Prestei uma atenção danada quando o pai de uma amiga contou sobre sua temporada nos confins da Amazônia, vivendo no meio do mato, e de um hábito que desenvolveu à época por lá, nos também distantes anos setenta. Me disse que sempre que comia, qualquer das refeições que fosse, dava um jeito de guardar uma parte dela. E que a aquisição desse hábito obedecera a um princípio: sua relação com o amanhã era tão importante quanto viver o hoje; ou seja, que tratava de ser previdente. Creio que eu era criança quando ouvi essa história, então não lembro se naquela época eu sabia o que significava a palavra previdente, mas devo ter entendido pelo conjunto da história.
Passados muitos anos, muitos mesmo, e tendo esbarrado no tanto de gente com projetos bem avançados deixados de lado, tarefas interrompidas já quase no fim, adiamentos sem justificativas muito consistentes daquilo que estavam prestes a concretizar, outras duas lembranças bateram à porta. A primeira: ter ouvido, não mais do pai da minha amiga, a confissão de alguém que não gostava muito de terminar nada, nem de comer um doce, nem de acabar um livro, ou melhor, que adiava ao máximo o término de tudo, simplesmente porque gostava de acordar no dia seguinte (ou às vezes no semestre seguinte) sabendo que teria com o que se deleitar, fora o prazer de ver os olhares de fome e inveja dos que conviviam com ela e haviam devorado seus próprios doces e livros no dia anterior. E a segunda, menos anedótica, de também ter escutado de outra pessoa sobre seu costume de deixar tudo ou quase tudo inacabado, pois dessa maneira teria uma espécie de garantia de que estaria vivo amanhã, considerando que só a vida é a possibilidade de novas possibilidades, portanto só aos vivos cabe terminar tarefas, obras e sobras de comida na geladeira — desde que não sejam cérebros, porque estes estão reservados aos mortos-vivos, nem precisa etiquetar o Tupperware®.

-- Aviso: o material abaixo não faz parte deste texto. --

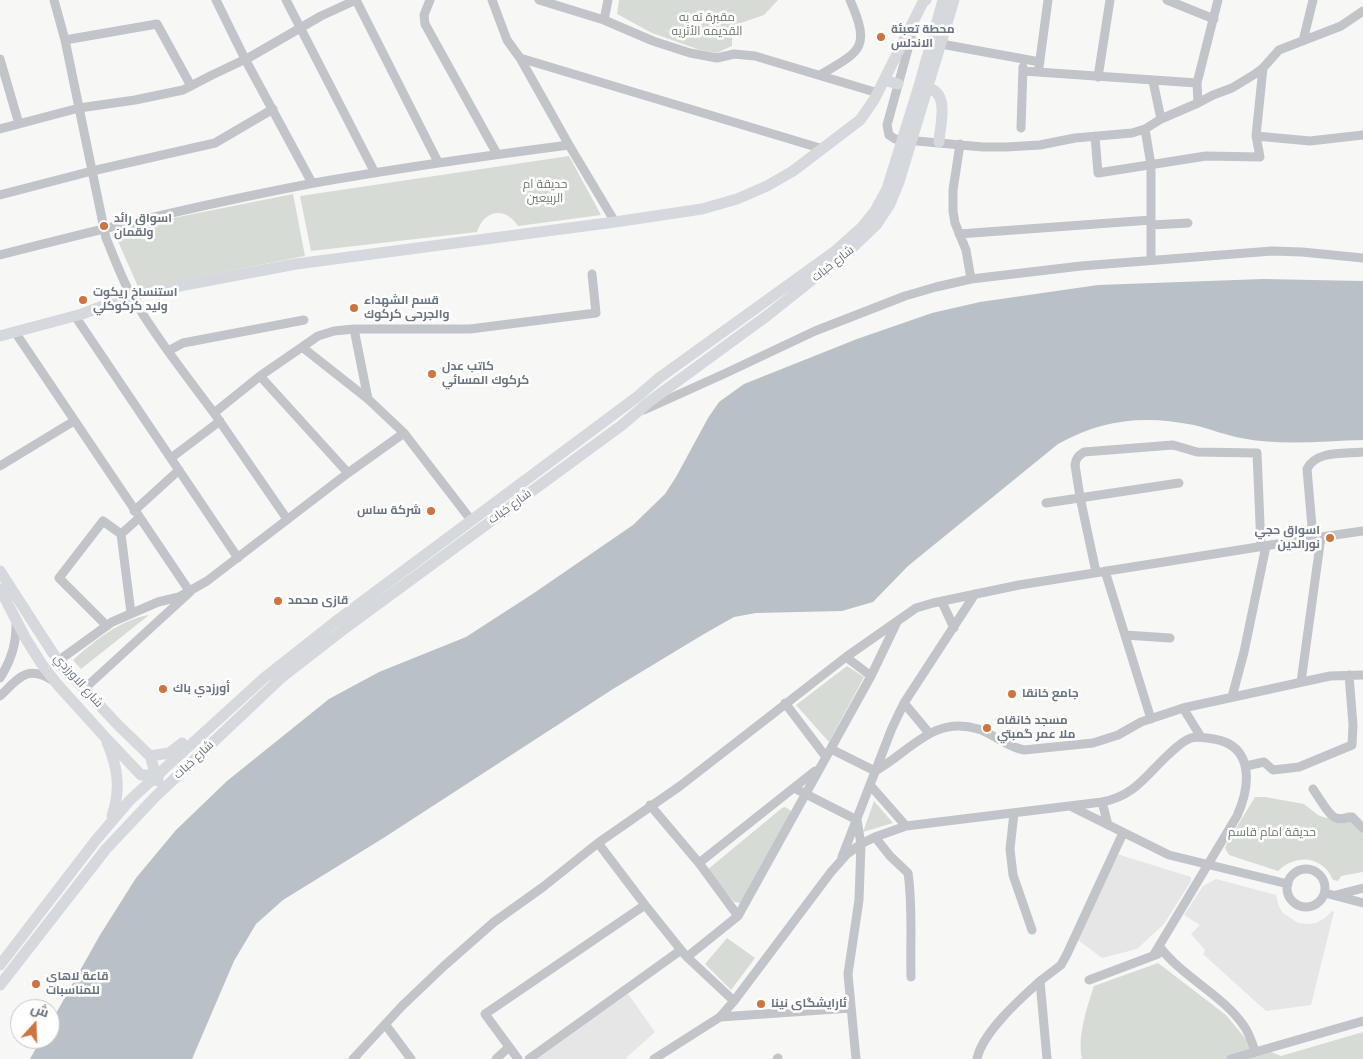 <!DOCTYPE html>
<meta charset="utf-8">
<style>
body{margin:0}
#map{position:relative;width:1363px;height:1059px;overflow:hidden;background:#f7f7f5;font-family:"Varela Round",Cairo,sans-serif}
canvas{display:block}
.north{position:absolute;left:10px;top:999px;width:50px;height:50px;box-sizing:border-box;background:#fff;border:1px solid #c3c7cd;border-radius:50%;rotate:20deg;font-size:14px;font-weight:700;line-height:20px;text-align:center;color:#6a7482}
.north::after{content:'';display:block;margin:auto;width:18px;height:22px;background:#cd7440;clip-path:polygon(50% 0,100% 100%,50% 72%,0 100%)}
</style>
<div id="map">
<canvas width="1363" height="1059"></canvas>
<div class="north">ش</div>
</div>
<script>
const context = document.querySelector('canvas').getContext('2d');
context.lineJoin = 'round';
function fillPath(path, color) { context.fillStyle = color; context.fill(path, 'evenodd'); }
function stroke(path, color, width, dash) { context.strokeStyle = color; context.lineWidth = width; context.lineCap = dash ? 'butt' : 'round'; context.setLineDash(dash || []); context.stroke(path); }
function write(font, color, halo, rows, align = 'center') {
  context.font = font + ' "Varela Round",Cairo,sans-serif'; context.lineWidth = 5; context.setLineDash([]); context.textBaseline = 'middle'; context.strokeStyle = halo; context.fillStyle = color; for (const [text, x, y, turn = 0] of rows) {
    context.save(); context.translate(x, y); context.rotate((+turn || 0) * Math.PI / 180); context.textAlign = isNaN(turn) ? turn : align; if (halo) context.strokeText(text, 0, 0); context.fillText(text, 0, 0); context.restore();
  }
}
const built = new Path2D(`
 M1117 854 1191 877V881L1164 924 1137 949 1102 958 1078 940Z
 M1216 879 1276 895 1279 907 1283 913 1298 923 1308 924 1316 923 1325 918 1332 911 1334 912 1311 1005 1266 1011 1203 954 1205 950 1191 934 1200 925 1184 915 1203 886Z
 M628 994 655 1032 626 1058 627 1059H537Z`);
const green = new Path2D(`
 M619 0H778L764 15 735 25 732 31V46L717 53 700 50 652 33 617 14Z
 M569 156 601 215 518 226C505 206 484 210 477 232L311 251 300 196Z
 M293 194 305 256 139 289 113 230Z
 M149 615 81 669 73 660C94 641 120 620 149 615Z
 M847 666 864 677 829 742 796 705Z
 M1255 797H1265L1304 804 1318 815 1326 818 1349 812 1363 824V872L1341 876 1338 881 1333 880C1323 856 1296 853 1278 871L1229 855 1225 848 1227 843Z
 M874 801 893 823 863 832Z
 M785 807 790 810 791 813 741 903 734 902 707 870 782 808Z
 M727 938 755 958 731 990 705 964Z
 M1158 963 1226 1015 1249 1043 1281 1056 1363 1032V1059H1082C1077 1037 1087 1007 1094 986Z`);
const water = new Path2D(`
 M1263 279 1363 281V440C1323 441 1281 446 1241 438 1225 435 1210 429 1194 425 1143 415 1103 419 1058 444L908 566 873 602 842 611 756 613 734 617 704 634 613 689 385 837 283 900 256 924 234 961 192 1059H30L41 1039H50V1024L100 935 136 878 176 830 227 781 329 699 379 672 466 637 534 593 633 525 665 494 676 477 708 418 719 402 744 384 857 339 932 313 980 302 1098 285Z`);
const minor = new Path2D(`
 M54 0 65 40 106 238C114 257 121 277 131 295 155 336 185 374 214 413L260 376 348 473 207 581 179 597 158 602 112 622 58 661
 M216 0 245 59 312 183
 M286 0 375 173
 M356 0 438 162
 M430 0 424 15 425 24 497 154
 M492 0 507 40 520 58 823 149
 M539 0 604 20 653 41 690 53 717 58 734 54 755 56 878 93
 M1167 0 1214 19
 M604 20 608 0
 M909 29 912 32 911 38 887 125 889 135 895 139 983 147H1006L1040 145 1075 138 1132 133 1145 129 1161 119 1198 103
 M65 40 157 24 191 86
 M1303 41 1313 0
 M941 44 1040 62
 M520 58 569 145 615 222
 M0 59 19 124
 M1039 67 1048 0
 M1023 71 1197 83 1198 103 1213 95 1232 88 1255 74 1263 68 1279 50 1341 26 1363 11
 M820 75C861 51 871 48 850 0
 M1098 77 1110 0
 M1153 81 1161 119
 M1197 83 1218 0
 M1021 128 1023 67
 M0 129 79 108 135 100 183 90 212 75 250 57 321 16 356 0
 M1145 129 1151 165V260
 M1095 136 1098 173 1206 156 1260 157 1256 136 1263 68
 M1256 136 1310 141 1363 135
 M960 144 953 190V211L955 223 966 250 971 279
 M0 195 92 171 215 143 273 109
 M1151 225 1188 223
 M959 234 1151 220
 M0 255C104 228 209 203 314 183 399 168 484 156 569 145
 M75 316 238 558
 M354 329 368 399
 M15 332 190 592 84 689
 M302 347 368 399 404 433 471 520
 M168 351 183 343 304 320
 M260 376 318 336 334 331 354 329H470L596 313 592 274
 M644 410 726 373 815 331 905 296 936 287 971 279 1081 266 1272 251 1302 252 1363 258
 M214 413 287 519
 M171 458 220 421
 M0 466 74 421
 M348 473 404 433
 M1046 503 1179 483
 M134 511 179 470
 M121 534 139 518
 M1313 538 1307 469C1316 450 1345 454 1363 452
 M1105 571 1151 719
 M1096 572 1080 497 1075 465C1076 458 1078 456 1084 452L1173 445 1197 452 1257 453 1261 547
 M942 602 954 628
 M107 626 59 578 103 521 121 534 131 613
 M1125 635 1170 638
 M846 657 871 676
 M0 678C11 661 17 643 16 622
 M1301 682 1321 537
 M0 696C18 679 27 664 52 680
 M1232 697 1244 652 1266 546
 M785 703 826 757
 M904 703 929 733
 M1183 708 1201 737
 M831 749 875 771C910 752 933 715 978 729 994 734 1007 747 1024 750L1093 743 1118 735 1141 722 1183 708 1330 676 1363 675
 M1246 766 1264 762 1273 770 1299 767 1352 745 1353 725 1349 675
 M870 785 906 826
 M1313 789C1318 796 1329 816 1336 818 1341 820 1347 818 1352 817L1363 828
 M650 805 699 863 738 916
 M1070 806 1169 855 1288 884
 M1014 813 1010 849 1013 875 1032 930
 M1108 825 1102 802C1135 796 1146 775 1169 754 1176 748 1182 741 1191 738 1198 736 1206 738 1214 739 1255 746 1250 787 1237 816L1153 956
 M875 837 890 856 908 873C913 906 910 943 911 977
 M842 857 892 728 904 703 975 594
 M699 863 815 771
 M1287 888a19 19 0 1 1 38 0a19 19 0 1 1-38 0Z
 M1325 893 1363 903
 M1336 895 1363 888
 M645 905 681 950
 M1159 946C1182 977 1223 995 1244 1026 1249 1033 1252 1042 1255 1051
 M687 957 734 1001
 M1089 980 1158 954
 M720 1017 851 1008
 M385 1024 411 1059
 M353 1059 402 1006 444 966 494 922 543 887 598 843 680 786 846 657 916 608 933 603 1019 585 1321 537 1363 531
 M496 1059 509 1047
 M518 1059 485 1014 645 905 598 843
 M529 1059 681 950 687 957 738 916 871 676 897 622
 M654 1059 720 1017 734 1001 831 872 847 854 861 844 857 820 794 788
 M777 1059 778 1058
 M856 1059 848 974 859 900 861 844 875 837 906 826 1102 802
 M977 1059C982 1033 1020 999 1040 981
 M1047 1059 1040 981 1061 965 1067 954 1123 833
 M1231 1059 1363 1021`);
const major = new Path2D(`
 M884 80 898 84
 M928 88C950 93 940 125 939 142
 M0 336 82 314 132 295 296 264 615 222 702 209 737 199 767 186 793 171 860 120 874 100 923 2 926 0
 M0 571 58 661 119 726 150 756 158 781
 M0 589 26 639 41 663 57 684 104 736 141 775H159
 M107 742C118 768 121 789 112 816
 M150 756 169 753 182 743
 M0 965 96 840 130 800 264 678 335 622 637 397 659 378 834 252 862 227 875 211 887 189 919 86 943 0
 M0 985 106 849 155 797 281 678 348 626 622 425 649 402 768 315 851 249 877 224 890 204 899 182 954 0`);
const markers = [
 [881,37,5,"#cd7440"],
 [104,226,5,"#cd7440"],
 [83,300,5,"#cd7440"],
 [354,308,5,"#cd7440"],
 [432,374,5,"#cd7440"],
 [431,511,5,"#cd7440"],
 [1330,538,5,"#cd7440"],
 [278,601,5,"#cd7440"],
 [163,689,5,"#cd7440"],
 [1012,694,5,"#cd7440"],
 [987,728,5,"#cd7440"],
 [36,984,5,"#cd7440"],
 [761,1004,5,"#cd7440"]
];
const parkNames = [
 ["مقبرة ته په",707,18],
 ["القديمه الأثريه",707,32],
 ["حديقة ام",545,185],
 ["الربيعين",545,199],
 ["حديقة امام قاسم",1272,833]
];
const poiNames = [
 ["محطة تعبئة",891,30],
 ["الاندلس",891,44],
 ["اسواق رائد",114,219],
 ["ولقمان",114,233],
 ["استنساخ ريكوت",93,293],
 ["وليد كركوكلي",93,307],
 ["قسم الشهداء",364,301],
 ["والجرحى كركوك",364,315],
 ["كاتب عدل",442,367],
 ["كركوك المسائي",442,381],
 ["شركة ساس",421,511,"right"],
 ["اسواق حجي",1320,531,"right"],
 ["نورالدين",1320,545,"right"],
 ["قازی محمد",288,601],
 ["أورزدي باك",173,689],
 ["جامع خانقا",1022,694],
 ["مسجد خانقاه",997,721],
 ["ملا عمر گمبتي",997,735],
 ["قاعة لاهاي",46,977],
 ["للمناسبات",46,991],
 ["ئارایشگای نینا",771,1004]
];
const streetNames = [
 ["شارع خبات",833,264,-38],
 ["شارع خبات",510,507,-36],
 ["شارع الاورزدي",78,681,48],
 ["شارع خبات",194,760,-43]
];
fillPath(built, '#e5e6e5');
fillPath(green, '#d6dcd5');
fillPath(water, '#b9c1c6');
stroke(minor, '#c1c4c8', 9);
stroke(major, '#d5d8dc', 11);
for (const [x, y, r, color] of markers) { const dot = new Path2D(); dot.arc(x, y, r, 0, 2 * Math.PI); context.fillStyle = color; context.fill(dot); stroke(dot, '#fff', 2); }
write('12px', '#697a68', '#fff', parkNames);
write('bold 12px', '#6a7482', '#fff', poiNames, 'left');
write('12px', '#6a7482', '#fff', streetNames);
</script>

Bestagens minhas à parte, cá entre nós, sem desmerecer os (nem desacreditar dos) motivos de cada um pra parar seus trens faltando quase nada pra chegarem na estação ali na frente, o que não foi dito por nenhum desses que lembrei, mas que suspeito que esteja na entrelinhas de suas frases e em letras bem miúdas, é a morte, ou melhor, a angústia frente a morte — sim, essa danada. Se preocupe não, nem vou tentar heideggeranear sobre o assunto, porque este meu substacanto não é pra isso e nem sou lá muito versado a respeito. Mas do pouco que pensei em acrescentar sobre o tema é que alguns dos vivos até fazem graça dele — al, muerto, la sepultura; al vivo, la travesura —, reservando-lhe pelo menos um dia do ano para homenageá-lo e pranteá-lo, enquanto outros se lançam de precipícios, mergulham na Fossa das Marianas ou escalam os Everestes da vida achando que enfrentar a morte é uma forma de "vencê-la" ou, imagine só, de "matá-la"; e tem também aqueles que se trancam em casa — sem perceber (ou talvez até percebendo) que morrem um pouquinho todos os dias tentando economizar a vida —, assim como há os que, com medo dela, fogem para Teerã. Id est, é gente que não acaba mais, suspeito que uns oito bilhões se virando pra lidar com a questão, cada um à sua maneira. Mas o que me importa hoje, em meio a essas lembranças tolas todas, é que há entre eles os que fazem poesia, ao gosto de tantos que raramente são eu, mas que eventualmente gosto feito Currículum, do não mais por aqui Mario Benedetti, cuja versão musicada por Juan Manuel Serrat assim termina (e este texto também):
Y cuando nada falta
Entonces usted muere
El cuento es muy sencillo
a gente cria um milhão de teorias, mas nunca chega num consenso sobre como lidar com a morte.